Distance based on Longest Common Subsequence

run(x=None, y=None, meth='euclidean')

Distance calculation according to a specified method

Args:

• x (matrix)
• y (matrix)
• meth (str): name of the metric distance to use

Returns:

matrix of pairwise distance values

simplex(x=None, y=None, sigma=50)

Simplex distance

maplearn.ml.reduction module

Dimensionnality reduction

The number of dimensions are reduced by selecting some of the features (like in kbest approach) or transforming them (like in PCA…). This reduction is applied to samples and the data to predict in further step.

Several approaches are available, which are listed in the class attribute “ALG_ALGOS”.

class maplearn.ml.reduction.Reduction(data=None, algorithm=None, **kwargs)
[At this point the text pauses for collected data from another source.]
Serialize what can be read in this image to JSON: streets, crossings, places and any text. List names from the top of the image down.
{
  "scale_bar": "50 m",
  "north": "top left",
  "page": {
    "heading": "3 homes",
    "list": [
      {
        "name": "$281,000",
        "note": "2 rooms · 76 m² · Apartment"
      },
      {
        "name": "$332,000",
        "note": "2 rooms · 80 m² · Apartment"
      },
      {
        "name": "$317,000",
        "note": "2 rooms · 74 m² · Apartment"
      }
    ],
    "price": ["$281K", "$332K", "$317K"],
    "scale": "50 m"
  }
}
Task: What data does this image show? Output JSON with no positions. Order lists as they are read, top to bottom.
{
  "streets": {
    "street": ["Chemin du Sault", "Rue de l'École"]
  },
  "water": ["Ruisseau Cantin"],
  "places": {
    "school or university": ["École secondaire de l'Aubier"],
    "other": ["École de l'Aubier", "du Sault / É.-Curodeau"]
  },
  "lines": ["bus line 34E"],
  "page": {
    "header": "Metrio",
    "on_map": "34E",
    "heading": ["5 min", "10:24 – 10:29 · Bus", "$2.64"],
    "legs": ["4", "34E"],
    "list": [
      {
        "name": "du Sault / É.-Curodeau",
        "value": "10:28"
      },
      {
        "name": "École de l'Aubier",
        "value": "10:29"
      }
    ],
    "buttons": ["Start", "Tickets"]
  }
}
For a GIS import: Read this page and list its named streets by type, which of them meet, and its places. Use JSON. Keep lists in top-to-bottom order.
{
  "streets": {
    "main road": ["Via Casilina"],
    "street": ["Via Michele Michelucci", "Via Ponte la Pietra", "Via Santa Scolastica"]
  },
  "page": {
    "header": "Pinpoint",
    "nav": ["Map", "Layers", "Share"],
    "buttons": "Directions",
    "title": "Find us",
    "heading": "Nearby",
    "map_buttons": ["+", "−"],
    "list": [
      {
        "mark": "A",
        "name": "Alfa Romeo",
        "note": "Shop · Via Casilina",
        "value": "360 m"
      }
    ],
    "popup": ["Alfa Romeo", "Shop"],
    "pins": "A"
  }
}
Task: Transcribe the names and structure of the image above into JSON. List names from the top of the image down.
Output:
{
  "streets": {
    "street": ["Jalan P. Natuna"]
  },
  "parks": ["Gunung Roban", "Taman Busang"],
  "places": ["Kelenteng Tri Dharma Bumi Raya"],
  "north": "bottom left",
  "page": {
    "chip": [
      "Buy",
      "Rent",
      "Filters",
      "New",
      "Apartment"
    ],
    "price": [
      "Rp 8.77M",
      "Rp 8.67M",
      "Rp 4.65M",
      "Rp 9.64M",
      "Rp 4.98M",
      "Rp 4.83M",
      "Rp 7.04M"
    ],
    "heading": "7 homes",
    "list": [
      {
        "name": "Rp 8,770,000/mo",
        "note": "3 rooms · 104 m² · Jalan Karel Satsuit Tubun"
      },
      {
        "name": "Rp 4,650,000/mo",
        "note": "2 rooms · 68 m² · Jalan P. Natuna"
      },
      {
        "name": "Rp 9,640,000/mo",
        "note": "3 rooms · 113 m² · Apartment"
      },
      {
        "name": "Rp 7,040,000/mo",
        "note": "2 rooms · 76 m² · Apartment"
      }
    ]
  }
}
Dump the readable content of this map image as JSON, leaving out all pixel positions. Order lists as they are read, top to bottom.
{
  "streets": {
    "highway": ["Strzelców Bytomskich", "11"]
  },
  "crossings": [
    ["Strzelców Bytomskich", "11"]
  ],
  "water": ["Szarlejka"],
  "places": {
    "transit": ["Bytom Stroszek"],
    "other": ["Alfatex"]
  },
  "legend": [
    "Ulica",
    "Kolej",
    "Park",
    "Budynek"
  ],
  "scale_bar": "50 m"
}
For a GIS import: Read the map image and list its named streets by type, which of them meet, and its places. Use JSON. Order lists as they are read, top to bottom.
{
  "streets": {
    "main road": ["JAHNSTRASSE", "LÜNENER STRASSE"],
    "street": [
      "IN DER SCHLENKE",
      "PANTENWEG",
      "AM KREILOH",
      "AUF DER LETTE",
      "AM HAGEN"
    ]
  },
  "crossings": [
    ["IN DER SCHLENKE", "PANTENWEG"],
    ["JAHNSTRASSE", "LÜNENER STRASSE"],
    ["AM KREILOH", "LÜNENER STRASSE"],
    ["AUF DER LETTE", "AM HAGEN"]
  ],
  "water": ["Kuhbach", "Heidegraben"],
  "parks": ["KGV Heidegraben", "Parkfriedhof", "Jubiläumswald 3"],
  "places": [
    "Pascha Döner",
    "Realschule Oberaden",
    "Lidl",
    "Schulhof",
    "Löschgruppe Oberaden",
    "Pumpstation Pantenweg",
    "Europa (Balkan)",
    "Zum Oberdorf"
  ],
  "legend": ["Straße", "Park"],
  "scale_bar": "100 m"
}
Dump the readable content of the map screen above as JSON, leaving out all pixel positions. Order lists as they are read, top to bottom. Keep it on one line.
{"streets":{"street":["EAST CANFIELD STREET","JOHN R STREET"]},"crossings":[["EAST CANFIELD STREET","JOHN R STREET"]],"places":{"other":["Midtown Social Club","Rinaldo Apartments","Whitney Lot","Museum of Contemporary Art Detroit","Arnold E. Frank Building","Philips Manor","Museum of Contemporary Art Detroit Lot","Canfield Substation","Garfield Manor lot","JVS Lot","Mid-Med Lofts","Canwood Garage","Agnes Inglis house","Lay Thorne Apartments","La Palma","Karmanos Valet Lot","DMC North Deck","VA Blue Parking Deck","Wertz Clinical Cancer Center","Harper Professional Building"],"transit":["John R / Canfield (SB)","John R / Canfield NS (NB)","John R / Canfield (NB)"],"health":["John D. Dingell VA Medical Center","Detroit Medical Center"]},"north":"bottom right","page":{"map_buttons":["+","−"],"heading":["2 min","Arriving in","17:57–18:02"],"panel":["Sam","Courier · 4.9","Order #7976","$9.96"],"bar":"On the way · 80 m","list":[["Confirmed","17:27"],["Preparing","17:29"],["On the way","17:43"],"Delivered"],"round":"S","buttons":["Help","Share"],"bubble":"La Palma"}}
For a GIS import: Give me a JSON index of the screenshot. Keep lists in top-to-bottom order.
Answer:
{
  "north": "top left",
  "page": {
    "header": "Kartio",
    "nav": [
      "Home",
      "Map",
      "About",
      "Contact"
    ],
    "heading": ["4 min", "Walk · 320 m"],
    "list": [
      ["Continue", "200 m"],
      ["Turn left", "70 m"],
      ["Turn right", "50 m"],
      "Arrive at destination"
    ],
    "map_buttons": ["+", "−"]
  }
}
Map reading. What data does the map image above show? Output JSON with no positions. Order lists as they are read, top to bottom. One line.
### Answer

Bases: maplearn.ml.machine.Machine

This class reduces the number of dimensions by selecting some of the features or transforming them (like in PCA…). This reduction is applied to samples and the data to predict in further step.

Args:

• data (PackData): dataset to reduced
• algorithm (list): list of algorithm(s) to apply on dataset
• **kwargs: parameters about the reduction (numberof components) or the dataset (like features)

Attributes:

• attributes inherited from Machine classe
• ncomp (int): number of components expected

fit_1(algo)

Fits one reduction algorithm to the dataset

Args:

• algo (str): name of the algorithm to fit

load(data)

Loads dataset to reduce

Args:

• data (PackData): dataset to load

predict_1(algo)

Applies chosen way of reduction to the dataset

Args:

algo (str): name of the algorithm to apply

run(predict=True, ncomp=None)

Executes reduction of dimensions (fits and applies)

Args:

• predict (bool): should apply the reduction or just fit the

  algorithm ?

• ncomp (int): number of dimensions expected

Returns:

• array: reduced features data
• array: reduced samples features
• list: liste of features

maplearn.ml.regression module

Regression

In statistical modeling, regression analysis is a statistical process for estimating the relationships among variables. It includes many techniques for modeling and analyzing several variables, when the focus is on the relationship between a dependent variable and one or more independent variables.

Regression analysis is supervised and need samples for fitting. The output will be a matrix with float values.

Example:

>>> from maplearn.datahandler.loader import Loader
>>> from maplearn.datahandler.packdata import PackData
>>> from maplearn.ml.regression import Regression
>>> loader = Loader('boston')
>>> data = PackData(X=loader.X, Y=loader.Y, data=loader.aData)
>>> reg = Regression(data=data, dirOut=os.path.join('maplearn_path', 'tmp'))
>>> reg.fit_1(self.__algo)

class maplearn.ml.regression.Regression(data=None, algorithm=None, **kwargs)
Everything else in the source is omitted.